A questão fundamental desta problemática teológica, que se encontra no

centro das discussões a respeito das religiões, é a questão da unicidade de

universalidade salvífica do evento Jesus Cristo. Muitos são os questionamentos já

apresentados por muitos estudiosos desta temática, por exemplo: como se situa

esta afirmação cristã frente à diversidade de religiões? Como se situa Jesus Cristo

no plano salvífico de Deus e que consequências essa sua posição tem para a

interpretação das outras religiões? É possível à reflexão teológica cristã resolver

este conflito sem renunciar à identidade cristã?

Para essas e tantas outras questões a esse respeito se faz necessária uma

reinterpretação do cristianismo e de suas afirmações fundamentais em confronto

com as questões suscitadas pelo pluralismo religioso. O problema principal a ser

resolvido pela teologia cristã das religiões é a questão da singularidade e

universalidade salvífica de Jesus Cristo em conexão com a vontade salvífica

universal de Deus e sua correlação com a diversidade religiosa.

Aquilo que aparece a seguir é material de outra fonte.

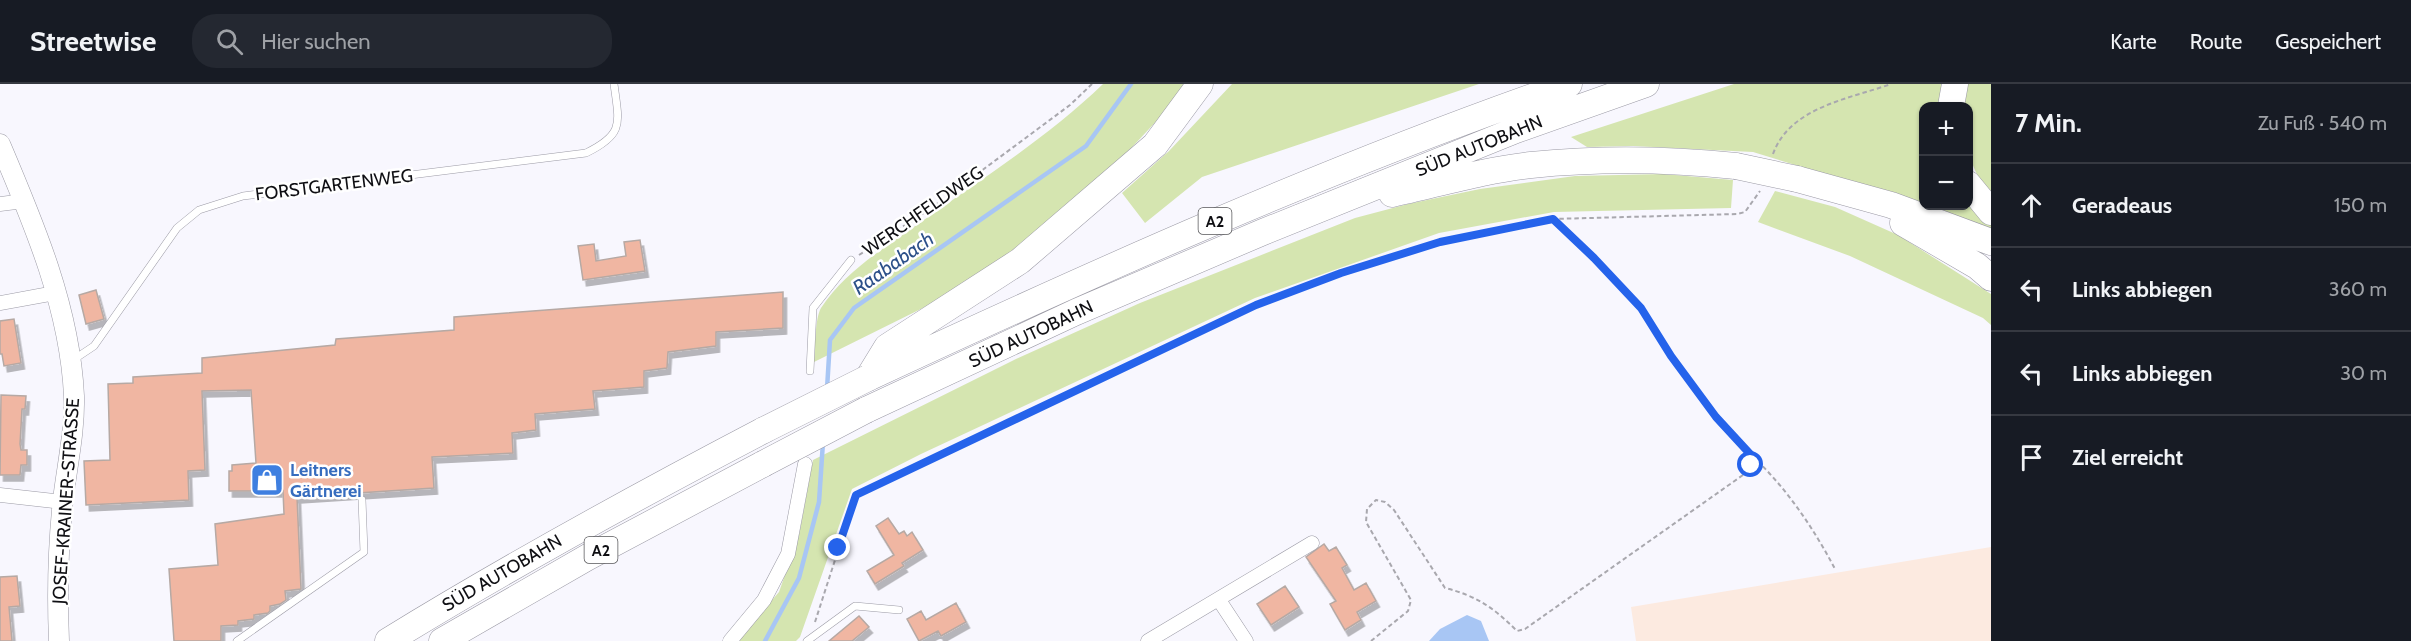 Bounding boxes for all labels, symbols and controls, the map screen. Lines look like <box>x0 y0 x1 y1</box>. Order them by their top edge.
search box <box>192 14 612 68</box>
text: Streetwise <box>30 24 156 58</box>
icon: search <box>213 25 246 58</box>
text: Hier suchen <box>261 28 371 55</box>
text: Karte <box>2110 29 2157 54</box>
text: Route <box>2190 29 2242 54</box>
text: Gespeichert <box>2275 29 2381 54</box>
map controls <box>1919 102 1973 210</box>
button: + <box>1919 102 1973 156</box>
text: 7 Min. <box>2015 107 2082 139</box>
street label: SÜD AUTOBAHN <box>1412 111 1546 181</box>
text: Zu Fuß · 540 m <box>2258 111 2387 135</box>
button: − <box>1919 156 1973 210</box>
street label: WERCHFELDWEG <box>859 161 987 261</box>
street label: FORSTGARTENWEG <box>254 164 414 206</box>
icon: ahead <box>2015 189 2048 222</box>
text: Geradeaus <box>2072 192 2172 219</box>
text: 150 m <box>2334 193 2387 217</box>
road number: A2 <box>1198 208 1232 234</box>
water label: Raababach <box>848 226 938 300</box>
icon: left <box>2015 273 2048 306</box>
text: Links abbiegen <box>2072 276 2212 303</box>
text: 360 m <box>2329 277 2387 301</box>
street label: SÜD AUTOBAHN <box>965 296 1097 372</box>
icon: left <box>2015 357 2048 390</box>
text: Links abbiegen <box>2072 360 2212 387</box>
text: 30 m <box>2340 361 2387 385</box>
street label: JOSEF-KRAINER-STRASSE <box>48 397 84 606</box>
icon: arrive <box>2015 441 2048 474</box>
text: Ziel erreicht <box>2072 444 2183 471</box>
route start <box>1737 451 1763 477</box>
place label: Leitners Gärtnerei <box>290 459 362 502</box>
shop icon: Leitners Gärtnerei <box>249 462 285 498</box>
street label: SÜD AUTOBAHN <box>438 530 566 616</box>
route end <box>824 534 850 560</box>
road number: A2 <box>584 537 618 563</box> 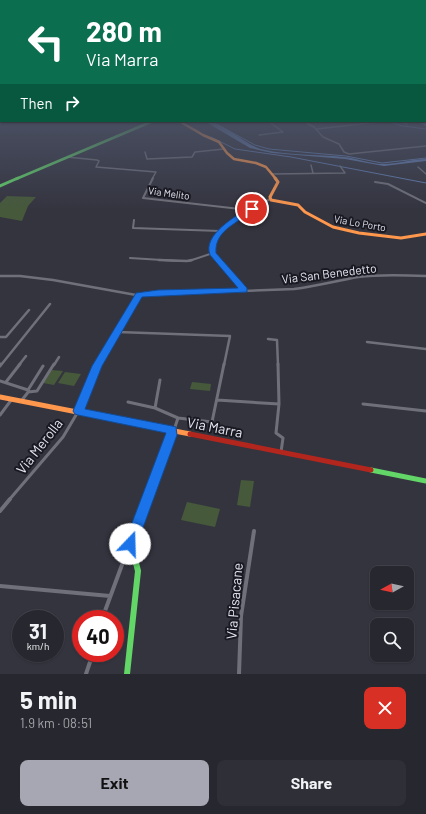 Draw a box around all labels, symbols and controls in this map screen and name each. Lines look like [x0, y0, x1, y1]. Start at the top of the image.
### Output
text: 280 m [86, 14, 162, 48]
icon: left [20, 16, 72, 68]
text: Via Marra [86, 48, 158, 70]
icon: right [61, 92, 83, 114]
text: Then [20, 94, 53, 112]
street label: Via Melito [147, 184, 191, 202]
pin [235, 192, 269, 226]
icon: arrive [241, 198, 263, 220]
street label: Via Lo Porto [333, 213, 387, 233]
street label: Via San Benedetto [281, 260, 377, 286]
street label: Via Marra [186, 413, 244, 441]
street label: Via Merolla [12, 415, 66, 477]
position arrow [109, 523, 151, 565]
street label: Via Pisacane [222, 562, 246, 640]
north arrow [370, 566, 414, 610]
map controls [370, 566, 414, 662]
speed limit sign: 40 [72, 610, 124, 662]
button: search [370, 618, 414, 662]
text: 31 [29, 619, 47, 643]
text: km/h [27, 640, 49, 652]
text: 5 min [20, 685, 77, 714]
button: close [364, 687, 406, 729]
text: 1.9 km · 08:51 [20, 715, 92, 731]
button: Exit [20, 760, 209, 806]
button: Share [217, 760, 406, 806] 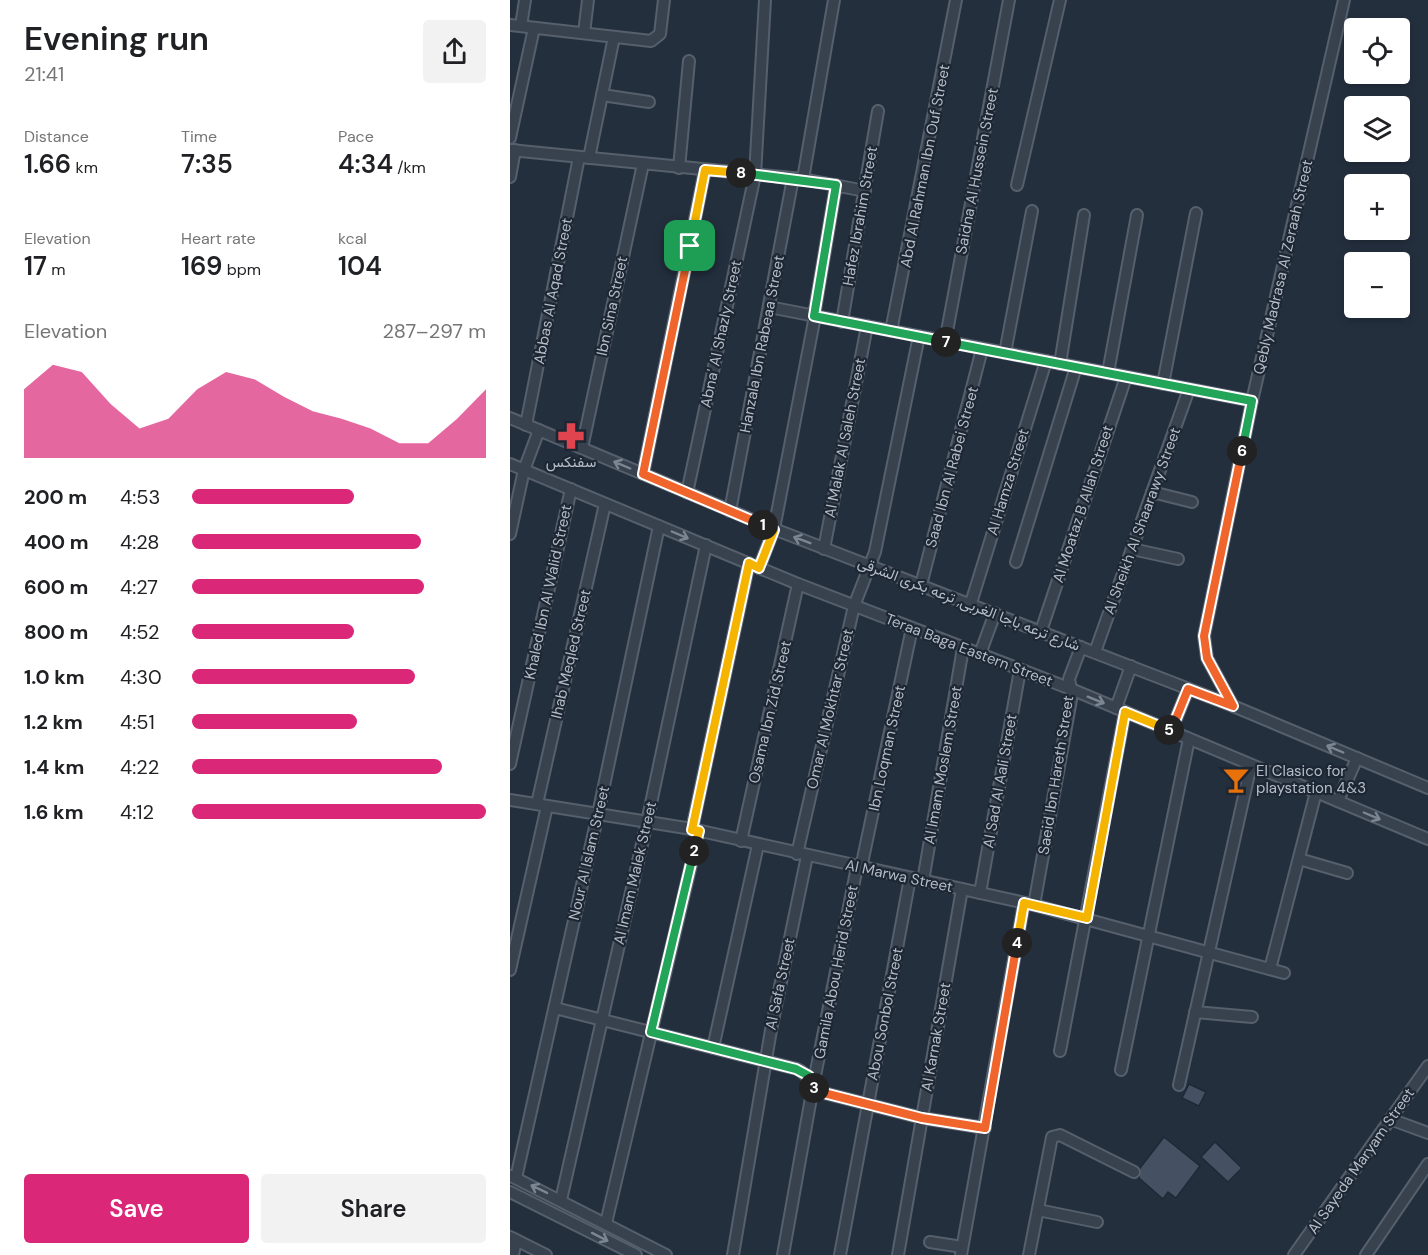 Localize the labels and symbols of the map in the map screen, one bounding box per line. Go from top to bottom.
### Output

Estamos conscientes, no entanto, de que a busca de respostas à problemática

cristológica suscitada pelo pluralismo religioso deva ser coerente com a fé cristã e

aberta à questão do encontro e diálogo inter-religioso, “emoldurado em um regime

de dom e gratuidade”43.

Para isso, acreditamos que a possibilidade para uma resposta que seja

coerente com a fé cristã se encontre na reinterpretação das afirmações centrais da

fé cristã de uma maneira que preserve sua identidade e possibilite uma apreciação

positiva das outras religiões. Pois, “o pluralismo interno da teologia moderna

desafia a compreensão clássica de suas pretensões à verdade e introduz a

necessidade da mais fundamental revisão em sua autocompreensão disciplinar”44.

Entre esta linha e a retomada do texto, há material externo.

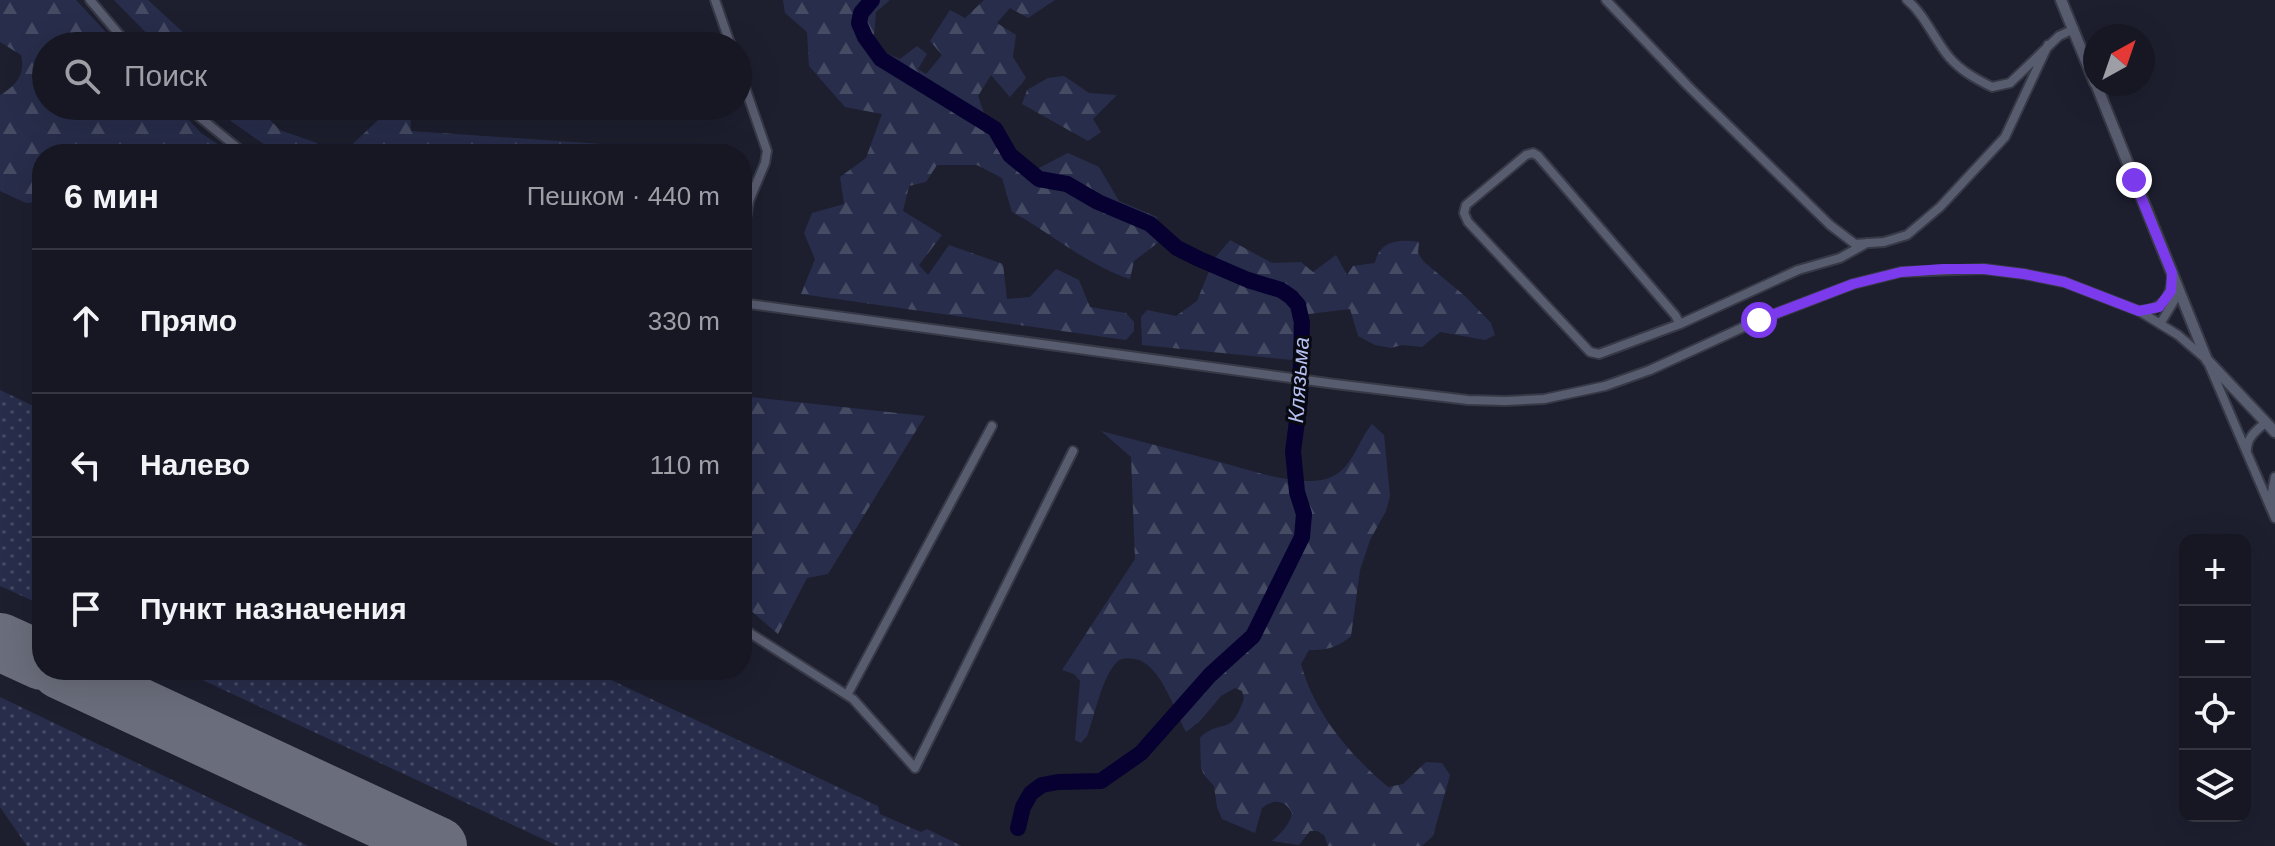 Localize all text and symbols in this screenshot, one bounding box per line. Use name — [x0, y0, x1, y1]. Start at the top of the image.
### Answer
north arrow — [2083, 24, 2155, 96]
search box — [32, 32, 752, 120]
icon: search — [60, 54, 104, 98]
text: Поиск — [124, 59, 207, 92]
route end — [2116, 162, 2152, 198]
text: 6 мин — [64, 177, 159, 215]
text: Пешком · 440 m — [527, 181, 720, 211]
icon: ahead — [64, 299, 108, 343]
route start — [1741, 302, 1777, 338]
text: Прямо — [140, 304, 237, 337]
text: 330 m — [648, 306, 720, 336]
water label: Клязьма — [1283, 336, 1314, 424]
icon: left — [64, 443, 108, 487]
text: Налево — [140, 448, 250, 481]
text: 110 m — [650, 450, 720, 480]
map controls — [2179, 534, 2251, 822]
button: + — [2179, 534, 2251, 606]
icon: arrive — [64, 587, 108, 631]
text: Пункт назначения — [140, 592, 407, 625]
button: − — [2179, 606, 2251, 678]
button: locate — [2179, 678, 2251, 750]
button: layers — [2179, 750, 2251, 822]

E como veremos a seguir, algumas reflexões teológicas recentes sobre este

assunto apontam caminhos possíveis nesse sentido. O desafio principal que se

impõe é encontrar uma base para a reflexão teológica que possibilite à fé cristã o

reconhecimento positivo, justo e respeitoso da pluralidade e diversidade religiosa,

porém, sem abandonar a identidade cristã.

43 QUEIRUGA, A. Torres. Diálogo das religiões, p. 22. (grifo do autor). 44 THEIL, John. Pluralismo na verdade teológica. Concilium. v. 256, n. 6, 1994. p. 77.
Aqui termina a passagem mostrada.